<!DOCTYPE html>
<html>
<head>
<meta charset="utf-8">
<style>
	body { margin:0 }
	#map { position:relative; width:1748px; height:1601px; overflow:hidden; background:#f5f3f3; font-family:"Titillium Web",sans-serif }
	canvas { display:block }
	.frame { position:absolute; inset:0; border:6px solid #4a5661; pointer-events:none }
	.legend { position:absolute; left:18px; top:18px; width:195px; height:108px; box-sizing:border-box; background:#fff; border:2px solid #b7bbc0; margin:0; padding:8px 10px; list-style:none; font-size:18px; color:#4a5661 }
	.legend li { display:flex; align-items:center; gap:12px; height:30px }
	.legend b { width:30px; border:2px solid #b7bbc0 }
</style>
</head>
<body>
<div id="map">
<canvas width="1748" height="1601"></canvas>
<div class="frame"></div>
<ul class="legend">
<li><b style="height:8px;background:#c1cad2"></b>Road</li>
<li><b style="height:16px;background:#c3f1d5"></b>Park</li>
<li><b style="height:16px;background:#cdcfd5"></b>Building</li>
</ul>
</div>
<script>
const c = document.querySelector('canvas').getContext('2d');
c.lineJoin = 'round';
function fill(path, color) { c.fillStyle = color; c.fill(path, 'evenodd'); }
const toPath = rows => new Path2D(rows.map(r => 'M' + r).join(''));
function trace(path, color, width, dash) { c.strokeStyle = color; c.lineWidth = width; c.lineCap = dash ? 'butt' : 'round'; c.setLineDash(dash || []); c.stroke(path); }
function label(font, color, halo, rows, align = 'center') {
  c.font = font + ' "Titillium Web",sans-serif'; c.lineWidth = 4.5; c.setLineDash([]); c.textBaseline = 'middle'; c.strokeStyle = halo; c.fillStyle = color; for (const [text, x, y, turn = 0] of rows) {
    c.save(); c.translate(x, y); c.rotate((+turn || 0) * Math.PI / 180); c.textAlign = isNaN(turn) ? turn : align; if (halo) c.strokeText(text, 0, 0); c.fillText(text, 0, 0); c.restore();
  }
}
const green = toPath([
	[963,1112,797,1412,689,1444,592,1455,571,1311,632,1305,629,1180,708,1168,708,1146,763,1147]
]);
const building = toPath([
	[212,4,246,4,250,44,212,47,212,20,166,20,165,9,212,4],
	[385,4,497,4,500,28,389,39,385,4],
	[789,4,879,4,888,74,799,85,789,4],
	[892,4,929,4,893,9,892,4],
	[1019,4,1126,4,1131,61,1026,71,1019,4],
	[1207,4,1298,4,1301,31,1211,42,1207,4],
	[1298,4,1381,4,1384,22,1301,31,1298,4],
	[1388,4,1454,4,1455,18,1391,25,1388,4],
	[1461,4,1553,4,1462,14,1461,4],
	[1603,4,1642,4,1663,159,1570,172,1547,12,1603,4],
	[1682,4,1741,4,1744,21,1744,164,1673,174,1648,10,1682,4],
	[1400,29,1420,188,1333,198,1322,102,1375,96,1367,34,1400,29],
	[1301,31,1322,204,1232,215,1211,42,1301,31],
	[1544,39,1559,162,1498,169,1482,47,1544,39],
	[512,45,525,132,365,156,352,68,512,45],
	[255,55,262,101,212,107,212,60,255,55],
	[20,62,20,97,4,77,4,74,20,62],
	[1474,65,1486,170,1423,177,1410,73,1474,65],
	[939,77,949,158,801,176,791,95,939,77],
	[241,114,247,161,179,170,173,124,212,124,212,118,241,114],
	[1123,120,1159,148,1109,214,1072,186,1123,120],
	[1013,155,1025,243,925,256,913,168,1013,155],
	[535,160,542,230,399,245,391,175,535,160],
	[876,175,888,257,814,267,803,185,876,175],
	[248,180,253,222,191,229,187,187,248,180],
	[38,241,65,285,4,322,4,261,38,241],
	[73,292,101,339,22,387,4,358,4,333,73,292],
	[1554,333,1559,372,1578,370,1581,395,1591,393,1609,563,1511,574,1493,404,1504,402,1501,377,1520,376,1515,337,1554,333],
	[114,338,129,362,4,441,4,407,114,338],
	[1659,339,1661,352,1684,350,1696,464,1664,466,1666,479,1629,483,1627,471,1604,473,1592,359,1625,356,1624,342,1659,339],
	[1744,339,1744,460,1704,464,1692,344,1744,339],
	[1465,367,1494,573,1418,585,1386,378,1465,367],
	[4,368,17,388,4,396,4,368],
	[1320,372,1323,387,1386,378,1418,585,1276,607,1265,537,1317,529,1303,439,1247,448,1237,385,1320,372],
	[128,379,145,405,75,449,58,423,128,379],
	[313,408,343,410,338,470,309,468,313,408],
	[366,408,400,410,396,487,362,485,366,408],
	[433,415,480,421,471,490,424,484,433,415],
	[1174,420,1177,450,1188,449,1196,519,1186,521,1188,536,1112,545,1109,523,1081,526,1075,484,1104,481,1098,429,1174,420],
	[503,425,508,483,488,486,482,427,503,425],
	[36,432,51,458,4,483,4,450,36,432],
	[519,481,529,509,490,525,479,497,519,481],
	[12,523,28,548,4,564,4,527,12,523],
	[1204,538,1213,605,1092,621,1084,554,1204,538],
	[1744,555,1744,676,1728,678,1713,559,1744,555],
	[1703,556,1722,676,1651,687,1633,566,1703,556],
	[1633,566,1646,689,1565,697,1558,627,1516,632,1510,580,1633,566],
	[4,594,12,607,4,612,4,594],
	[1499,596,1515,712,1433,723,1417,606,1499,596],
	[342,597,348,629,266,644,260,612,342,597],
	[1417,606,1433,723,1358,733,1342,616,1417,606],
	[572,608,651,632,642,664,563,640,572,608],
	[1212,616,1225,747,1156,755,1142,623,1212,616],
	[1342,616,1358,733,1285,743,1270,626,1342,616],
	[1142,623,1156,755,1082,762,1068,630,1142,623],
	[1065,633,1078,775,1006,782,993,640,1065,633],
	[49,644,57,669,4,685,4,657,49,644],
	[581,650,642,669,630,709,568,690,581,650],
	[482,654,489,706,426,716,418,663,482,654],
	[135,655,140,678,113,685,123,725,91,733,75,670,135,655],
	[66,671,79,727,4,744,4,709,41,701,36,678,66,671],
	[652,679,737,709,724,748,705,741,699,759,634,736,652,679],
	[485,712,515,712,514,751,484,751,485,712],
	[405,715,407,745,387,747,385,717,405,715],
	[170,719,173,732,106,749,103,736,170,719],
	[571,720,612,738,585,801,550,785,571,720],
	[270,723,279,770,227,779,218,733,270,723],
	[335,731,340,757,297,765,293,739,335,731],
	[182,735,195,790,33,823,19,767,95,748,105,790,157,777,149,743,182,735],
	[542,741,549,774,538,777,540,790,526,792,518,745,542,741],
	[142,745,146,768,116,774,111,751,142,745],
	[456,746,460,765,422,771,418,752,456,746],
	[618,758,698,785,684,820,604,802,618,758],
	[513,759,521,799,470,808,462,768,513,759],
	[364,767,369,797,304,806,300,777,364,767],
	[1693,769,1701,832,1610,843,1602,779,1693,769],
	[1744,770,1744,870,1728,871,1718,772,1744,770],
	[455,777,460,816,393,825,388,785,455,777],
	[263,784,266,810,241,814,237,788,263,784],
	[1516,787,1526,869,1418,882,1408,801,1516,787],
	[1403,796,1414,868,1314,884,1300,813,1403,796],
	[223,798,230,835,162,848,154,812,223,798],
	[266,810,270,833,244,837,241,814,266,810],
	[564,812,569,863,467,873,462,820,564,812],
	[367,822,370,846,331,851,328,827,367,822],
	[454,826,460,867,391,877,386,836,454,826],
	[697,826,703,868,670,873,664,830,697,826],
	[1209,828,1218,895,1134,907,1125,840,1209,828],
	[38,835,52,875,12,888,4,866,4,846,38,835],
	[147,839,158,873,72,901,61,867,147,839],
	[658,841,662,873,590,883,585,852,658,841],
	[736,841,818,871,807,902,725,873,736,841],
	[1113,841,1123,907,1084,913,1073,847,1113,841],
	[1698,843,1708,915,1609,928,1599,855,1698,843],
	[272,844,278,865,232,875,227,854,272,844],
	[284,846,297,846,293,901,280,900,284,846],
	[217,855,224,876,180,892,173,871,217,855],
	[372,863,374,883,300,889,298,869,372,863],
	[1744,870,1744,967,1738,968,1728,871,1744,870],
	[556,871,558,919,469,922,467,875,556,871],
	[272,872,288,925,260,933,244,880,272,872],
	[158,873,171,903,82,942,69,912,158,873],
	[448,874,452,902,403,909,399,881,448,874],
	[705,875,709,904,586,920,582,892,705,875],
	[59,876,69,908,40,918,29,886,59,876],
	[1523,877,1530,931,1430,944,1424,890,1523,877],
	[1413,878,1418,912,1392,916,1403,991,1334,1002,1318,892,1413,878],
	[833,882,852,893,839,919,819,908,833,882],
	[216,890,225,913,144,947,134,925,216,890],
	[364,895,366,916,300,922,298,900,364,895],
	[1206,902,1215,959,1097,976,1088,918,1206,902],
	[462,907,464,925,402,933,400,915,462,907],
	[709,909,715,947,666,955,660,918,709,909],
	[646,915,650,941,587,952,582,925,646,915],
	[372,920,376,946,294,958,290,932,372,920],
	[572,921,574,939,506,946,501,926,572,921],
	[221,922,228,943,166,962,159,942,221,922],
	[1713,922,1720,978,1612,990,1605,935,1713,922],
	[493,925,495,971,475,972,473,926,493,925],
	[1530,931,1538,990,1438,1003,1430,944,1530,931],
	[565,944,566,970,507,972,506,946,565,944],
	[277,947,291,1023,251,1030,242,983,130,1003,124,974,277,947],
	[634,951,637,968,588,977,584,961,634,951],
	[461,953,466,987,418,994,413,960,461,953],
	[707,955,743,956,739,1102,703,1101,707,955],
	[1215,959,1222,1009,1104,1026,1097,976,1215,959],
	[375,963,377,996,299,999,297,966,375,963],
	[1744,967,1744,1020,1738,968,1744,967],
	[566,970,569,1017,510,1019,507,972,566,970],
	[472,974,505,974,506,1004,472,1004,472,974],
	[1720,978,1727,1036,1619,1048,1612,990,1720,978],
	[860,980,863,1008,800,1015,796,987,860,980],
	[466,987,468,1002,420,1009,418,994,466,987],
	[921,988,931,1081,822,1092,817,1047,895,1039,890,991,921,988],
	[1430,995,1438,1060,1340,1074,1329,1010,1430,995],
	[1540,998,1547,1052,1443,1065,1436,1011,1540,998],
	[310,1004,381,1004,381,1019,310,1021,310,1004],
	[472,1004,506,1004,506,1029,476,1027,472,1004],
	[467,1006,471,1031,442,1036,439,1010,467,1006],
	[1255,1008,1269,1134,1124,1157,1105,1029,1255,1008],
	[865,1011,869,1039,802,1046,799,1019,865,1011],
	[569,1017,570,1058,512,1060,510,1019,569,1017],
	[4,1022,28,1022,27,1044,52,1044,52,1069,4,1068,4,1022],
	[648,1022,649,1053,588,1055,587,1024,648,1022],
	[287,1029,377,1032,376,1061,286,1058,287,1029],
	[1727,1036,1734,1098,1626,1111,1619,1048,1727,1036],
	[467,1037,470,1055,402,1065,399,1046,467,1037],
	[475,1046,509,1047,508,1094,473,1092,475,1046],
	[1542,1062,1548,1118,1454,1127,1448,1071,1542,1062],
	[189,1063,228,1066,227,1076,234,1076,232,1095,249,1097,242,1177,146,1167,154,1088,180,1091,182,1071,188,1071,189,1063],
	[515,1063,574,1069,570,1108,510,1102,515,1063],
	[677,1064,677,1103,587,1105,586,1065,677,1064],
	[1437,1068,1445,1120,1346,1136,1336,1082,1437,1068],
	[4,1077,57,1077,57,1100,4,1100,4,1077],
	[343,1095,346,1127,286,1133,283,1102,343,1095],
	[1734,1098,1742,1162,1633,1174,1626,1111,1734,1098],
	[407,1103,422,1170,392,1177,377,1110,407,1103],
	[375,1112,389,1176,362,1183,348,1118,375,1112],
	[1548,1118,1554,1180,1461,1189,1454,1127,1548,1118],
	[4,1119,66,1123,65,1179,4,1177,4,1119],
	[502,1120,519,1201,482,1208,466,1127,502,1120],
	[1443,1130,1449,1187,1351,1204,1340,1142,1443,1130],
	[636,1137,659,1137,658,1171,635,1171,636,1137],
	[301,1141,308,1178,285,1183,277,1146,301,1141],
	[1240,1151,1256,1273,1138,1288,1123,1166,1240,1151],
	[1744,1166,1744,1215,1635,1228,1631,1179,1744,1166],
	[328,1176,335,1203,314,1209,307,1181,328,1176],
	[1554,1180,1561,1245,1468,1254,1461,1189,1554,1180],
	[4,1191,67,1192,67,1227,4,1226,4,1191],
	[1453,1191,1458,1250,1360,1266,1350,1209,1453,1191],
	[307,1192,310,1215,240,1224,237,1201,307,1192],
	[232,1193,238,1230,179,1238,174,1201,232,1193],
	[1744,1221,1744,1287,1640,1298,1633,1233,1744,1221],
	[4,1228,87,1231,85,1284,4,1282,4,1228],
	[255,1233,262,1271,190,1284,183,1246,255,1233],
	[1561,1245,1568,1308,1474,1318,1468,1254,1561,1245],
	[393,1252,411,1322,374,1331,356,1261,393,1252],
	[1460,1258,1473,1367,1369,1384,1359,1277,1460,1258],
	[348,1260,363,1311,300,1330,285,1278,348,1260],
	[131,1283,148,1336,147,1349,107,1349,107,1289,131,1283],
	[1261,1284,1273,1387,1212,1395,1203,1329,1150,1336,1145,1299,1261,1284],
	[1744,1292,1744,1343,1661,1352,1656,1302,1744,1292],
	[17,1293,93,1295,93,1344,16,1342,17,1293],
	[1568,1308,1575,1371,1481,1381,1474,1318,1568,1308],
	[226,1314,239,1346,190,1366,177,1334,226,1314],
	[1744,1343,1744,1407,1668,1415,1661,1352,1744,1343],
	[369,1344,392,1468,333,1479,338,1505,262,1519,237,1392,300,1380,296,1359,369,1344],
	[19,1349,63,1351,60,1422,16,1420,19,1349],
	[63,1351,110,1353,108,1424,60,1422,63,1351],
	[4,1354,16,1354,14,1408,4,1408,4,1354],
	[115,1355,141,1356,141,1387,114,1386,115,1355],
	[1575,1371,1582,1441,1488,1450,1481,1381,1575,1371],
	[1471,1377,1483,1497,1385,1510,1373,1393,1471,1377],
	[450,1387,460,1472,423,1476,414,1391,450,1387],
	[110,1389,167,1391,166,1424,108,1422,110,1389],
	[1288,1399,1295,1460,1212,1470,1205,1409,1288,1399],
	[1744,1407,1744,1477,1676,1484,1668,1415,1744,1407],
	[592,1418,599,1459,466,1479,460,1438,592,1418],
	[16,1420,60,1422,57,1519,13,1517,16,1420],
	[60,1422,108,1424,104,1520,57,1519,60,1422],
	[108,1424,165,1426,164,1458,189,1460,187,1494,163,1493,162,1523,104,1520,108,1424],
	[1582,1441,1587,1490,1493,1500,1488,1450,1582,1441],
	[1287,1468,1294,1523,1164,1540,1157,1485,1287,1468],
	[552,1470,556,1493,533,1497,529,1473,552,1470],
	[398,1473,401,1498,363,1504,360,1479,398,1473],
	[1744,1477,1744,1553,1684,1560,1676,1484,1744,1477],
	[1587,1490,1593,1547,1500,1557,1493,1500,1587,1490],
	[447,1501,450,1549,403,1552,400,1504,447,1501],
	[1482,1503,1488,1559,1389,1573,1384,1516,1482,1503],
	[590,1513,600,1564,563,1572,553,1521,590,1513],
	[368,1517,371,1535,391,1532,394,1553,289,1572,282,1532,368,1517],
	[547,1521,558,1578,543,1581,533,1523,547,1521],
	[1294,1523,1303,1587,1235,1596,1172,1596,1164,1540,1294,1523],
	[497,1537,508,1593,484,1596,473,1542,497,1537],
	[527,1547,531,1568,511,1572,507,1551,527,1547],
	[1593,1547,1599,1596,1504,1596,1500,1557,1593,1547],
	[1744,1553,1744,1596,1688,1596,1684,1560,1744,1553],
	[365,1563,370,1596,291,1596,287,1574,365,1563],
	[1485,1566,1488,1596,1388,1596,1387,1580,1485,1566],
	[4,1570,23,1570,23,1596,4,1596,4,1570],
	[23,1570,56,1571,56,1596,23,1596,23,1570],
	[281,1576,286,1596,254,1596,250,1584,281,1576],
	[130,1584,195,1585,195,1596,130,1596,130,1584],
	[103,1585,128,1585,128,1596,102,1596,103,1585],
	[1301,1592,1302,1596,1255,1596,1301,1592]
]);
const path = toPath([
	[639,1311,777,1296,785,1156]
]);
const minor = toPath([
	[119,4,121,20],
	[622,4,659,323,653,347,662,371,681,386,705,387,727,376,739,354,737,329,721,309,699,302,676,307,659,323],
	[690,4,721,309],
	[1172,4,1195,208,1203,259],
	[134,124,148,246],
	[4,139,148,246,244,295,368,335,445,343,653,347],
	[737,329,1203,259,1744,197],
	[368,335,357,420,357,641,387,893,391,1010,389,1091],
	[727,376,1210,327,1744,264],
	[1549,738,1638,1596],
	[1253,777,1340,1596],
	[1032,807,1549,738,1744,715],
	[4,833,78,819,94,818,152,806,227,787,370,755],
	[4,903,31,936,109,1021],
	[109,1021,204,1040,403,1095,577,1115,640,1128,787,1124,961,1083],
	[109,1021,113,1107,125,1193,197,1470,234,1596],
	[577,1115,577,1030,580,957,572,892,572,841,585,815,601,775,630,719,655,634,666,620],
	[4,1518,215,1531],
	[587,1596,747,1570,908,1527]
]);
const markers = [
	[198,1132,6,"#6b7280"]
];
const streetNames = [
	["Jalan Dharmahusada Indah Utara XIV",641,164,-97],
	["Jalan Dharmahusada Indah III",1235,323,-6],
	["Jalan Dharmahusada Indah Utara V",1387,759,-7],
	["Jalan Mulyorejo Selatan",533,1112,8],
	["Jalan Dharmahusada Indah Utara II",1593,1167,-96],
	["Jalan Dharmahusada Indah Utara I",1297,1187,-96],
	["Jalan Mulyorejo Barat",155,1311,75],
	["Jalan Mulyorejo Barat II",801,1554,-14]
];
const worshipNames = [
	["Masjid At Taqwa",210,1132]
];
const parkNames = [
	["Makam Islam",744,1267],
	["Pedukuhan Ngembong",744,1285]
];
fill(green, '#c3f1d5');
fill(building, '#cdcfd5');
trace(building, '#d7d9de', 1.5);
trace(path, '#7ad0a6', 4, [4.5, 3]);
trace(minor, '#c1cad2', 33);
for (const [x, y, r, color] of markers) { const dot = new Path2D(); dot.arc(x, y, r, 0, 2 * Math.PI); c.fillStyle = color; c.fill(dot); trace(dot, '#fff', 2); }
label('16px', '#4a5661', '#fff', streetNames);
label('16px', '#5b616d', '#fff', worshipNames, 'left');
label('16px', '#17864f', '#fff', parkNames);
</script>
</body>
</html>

==

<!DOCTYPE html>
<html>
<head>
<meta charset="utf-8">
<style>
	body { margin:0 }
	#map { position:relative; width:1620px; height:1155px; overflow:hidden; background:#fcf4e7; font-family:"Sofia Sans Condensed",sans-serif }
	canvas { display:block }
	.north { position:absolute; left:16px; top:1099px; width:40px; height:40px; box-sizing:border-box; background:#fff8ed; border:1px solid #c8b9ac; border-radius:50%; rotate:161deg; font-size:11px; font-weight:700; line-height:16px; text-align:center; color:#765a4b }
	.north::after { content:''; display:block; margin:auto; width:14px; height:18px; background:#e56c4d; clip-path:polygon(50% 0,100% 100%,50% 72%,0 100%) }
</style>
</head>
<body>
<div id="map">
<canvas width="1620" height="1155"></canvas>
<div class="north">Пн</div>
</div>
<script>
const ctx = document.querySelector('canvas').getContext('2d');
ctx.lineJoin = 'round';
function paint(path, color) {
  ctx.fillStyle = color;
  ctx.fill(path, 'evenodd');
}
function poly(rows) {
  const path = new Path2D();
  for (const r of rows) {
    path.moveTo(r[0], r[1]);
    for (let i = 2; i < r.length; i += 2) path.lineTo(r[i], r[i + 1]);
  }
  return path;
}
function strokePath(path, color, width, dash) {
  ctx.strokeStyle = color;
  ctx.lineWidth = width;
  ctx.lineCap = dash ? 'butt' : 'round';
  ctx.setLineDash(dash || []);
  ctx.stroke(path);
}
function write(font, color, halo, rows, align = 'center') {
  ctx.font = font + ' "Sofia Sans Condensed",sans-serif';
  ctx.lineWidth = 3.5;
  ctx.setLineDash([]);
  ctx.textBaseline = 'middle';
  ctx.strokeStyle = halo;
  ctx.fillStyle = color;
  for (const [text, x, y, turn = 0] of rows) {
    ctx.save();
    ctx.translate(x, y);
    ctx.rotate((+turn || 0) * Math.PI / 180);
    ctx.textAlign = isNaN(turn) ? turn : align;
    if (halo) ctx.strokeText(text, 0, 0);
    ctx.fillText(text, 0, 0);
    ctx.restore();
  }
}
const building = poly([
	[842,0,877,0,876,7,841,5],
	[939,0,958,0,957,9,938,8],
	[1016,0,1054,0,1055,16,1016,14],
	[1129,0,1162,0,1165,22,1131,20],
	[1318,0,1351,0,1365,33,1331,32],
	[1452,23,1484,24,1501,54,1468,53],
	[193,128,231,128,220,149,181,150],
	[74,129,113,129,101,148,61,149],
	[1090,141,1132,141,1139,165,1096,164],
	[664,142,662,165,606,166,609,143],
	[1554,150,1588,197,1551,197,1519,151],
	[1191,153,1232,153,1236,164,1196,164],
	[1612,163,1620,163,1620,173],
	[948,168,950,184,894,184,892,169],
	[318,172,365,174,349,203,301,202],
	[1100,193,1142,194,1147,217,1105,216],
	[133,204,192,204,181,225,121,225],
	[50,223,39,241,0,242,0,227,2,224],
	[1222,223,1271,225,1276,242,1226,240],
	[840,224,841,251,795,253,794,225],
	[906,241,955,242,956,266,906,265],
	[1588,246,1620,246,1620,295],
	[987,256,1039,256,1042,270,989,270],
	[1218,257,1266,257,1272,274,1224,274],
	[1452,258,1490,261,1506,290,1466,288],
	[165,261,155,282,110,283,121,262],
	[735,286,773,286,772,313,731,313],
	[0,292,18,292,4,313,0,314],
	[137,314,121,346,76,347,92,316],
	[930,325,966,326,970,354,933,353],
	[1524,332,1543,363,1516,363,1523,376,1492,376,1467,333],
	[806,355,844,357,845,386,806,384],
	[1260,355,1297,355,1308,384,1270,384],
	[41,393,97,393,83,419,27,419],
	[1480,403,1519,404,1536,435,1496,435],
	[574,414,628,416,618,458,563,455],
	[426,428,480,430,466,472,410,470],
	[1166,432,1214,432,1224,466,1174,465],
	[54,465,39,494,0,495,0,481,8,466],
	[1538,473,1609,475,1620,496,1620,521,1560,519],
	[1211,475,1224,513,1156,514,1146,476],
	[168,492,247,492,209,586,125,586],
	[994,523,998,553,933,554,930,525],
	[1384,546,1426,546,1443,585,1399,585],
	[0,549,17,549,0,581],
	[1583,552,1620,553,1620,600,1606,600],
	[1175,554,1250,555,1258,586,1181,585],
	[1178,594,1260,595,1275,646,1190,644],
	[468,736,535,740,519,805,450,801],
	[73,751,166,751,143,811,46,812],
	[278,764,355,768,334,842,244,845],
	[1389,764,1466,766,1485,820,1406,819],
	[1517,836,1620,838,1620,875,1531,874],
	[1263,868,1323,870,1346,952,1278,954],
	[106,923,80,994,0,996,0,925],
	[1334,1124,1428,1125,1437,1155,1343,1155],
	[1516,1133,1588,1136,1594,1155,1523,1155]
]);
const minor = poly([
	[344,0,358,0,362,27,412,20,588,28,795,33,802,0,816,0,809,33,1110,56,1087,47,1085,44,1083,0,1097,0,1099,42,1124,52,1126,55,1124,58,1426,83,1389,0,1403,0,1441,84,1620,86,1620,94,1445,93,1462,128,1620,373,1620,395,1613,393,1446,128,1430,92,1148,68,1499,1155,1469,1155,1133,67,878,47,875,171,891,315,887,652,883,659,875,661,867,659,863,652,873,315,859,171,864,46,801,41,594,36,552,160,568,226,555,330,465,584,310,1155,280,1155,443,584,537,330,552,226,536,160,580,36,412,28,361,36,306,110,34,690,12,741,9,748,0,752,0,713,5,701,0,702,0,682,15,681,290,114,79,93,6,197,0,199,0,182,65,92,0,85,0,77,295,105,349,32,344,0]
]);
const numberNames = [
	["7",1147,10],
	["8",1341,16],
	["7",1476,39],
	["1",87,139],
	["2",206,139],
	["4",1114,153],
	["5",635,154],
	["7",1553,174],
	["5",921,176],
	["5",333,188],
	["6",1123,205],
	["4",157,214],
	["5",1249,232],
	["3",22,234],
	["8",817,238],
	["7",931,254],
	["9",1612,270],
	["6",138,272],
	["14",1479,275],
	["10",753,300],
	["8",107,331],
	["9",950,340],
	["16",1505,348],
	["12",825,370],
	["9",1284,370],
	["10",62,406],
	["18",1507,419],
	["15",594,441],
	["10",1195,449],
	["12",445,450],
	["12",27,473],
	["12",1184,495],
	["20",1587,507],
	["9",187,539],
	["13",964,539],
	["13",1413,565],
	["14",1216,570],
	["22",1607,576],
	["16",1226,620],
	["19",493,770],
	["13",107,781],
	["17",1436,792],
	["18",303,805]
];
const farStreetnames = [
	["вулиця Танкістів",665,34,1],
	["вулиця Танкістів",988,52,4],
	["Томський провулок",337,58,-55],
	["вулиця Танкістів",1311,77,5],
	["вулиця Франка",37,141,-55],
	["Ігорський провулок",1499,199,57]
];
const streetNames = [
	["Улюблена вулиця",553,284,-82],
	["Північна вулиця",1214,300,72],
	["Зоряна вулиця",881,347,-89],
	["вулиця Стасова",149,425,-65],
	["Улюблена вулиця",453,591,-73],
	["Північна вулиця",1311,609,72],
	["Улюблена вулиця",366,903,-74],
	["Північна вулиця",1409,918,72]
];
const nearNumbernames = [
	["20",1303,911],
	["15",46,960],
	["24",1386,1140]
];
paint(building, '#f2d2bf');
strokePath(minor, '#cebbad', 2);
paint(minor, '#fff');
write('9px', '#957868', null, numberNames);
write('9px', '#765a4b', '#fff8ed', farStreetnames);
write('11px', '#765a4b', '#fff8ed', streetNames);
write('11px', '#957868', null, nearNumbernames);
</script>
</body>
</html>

## Task to carry out
From the material above, retype precisely the lines between the line holding "const path = new Path2D();" and the line holding "ctx.lineWidth = width;", inclusive, and nothing beyond them.

## Solution to the problem
  const path = new Path2D();
  for (const r of rows) {
    path.moveTo(r[0], r[1]);
    for (let i = 2; i < r.length; i += 2) path.lineTo(r[i], r[i + 1]);
  }
  return path;
}
function strokePath(path, color, width, dash) {
  ctx.strokeStyle = color;
  ctx.lineWidth = width;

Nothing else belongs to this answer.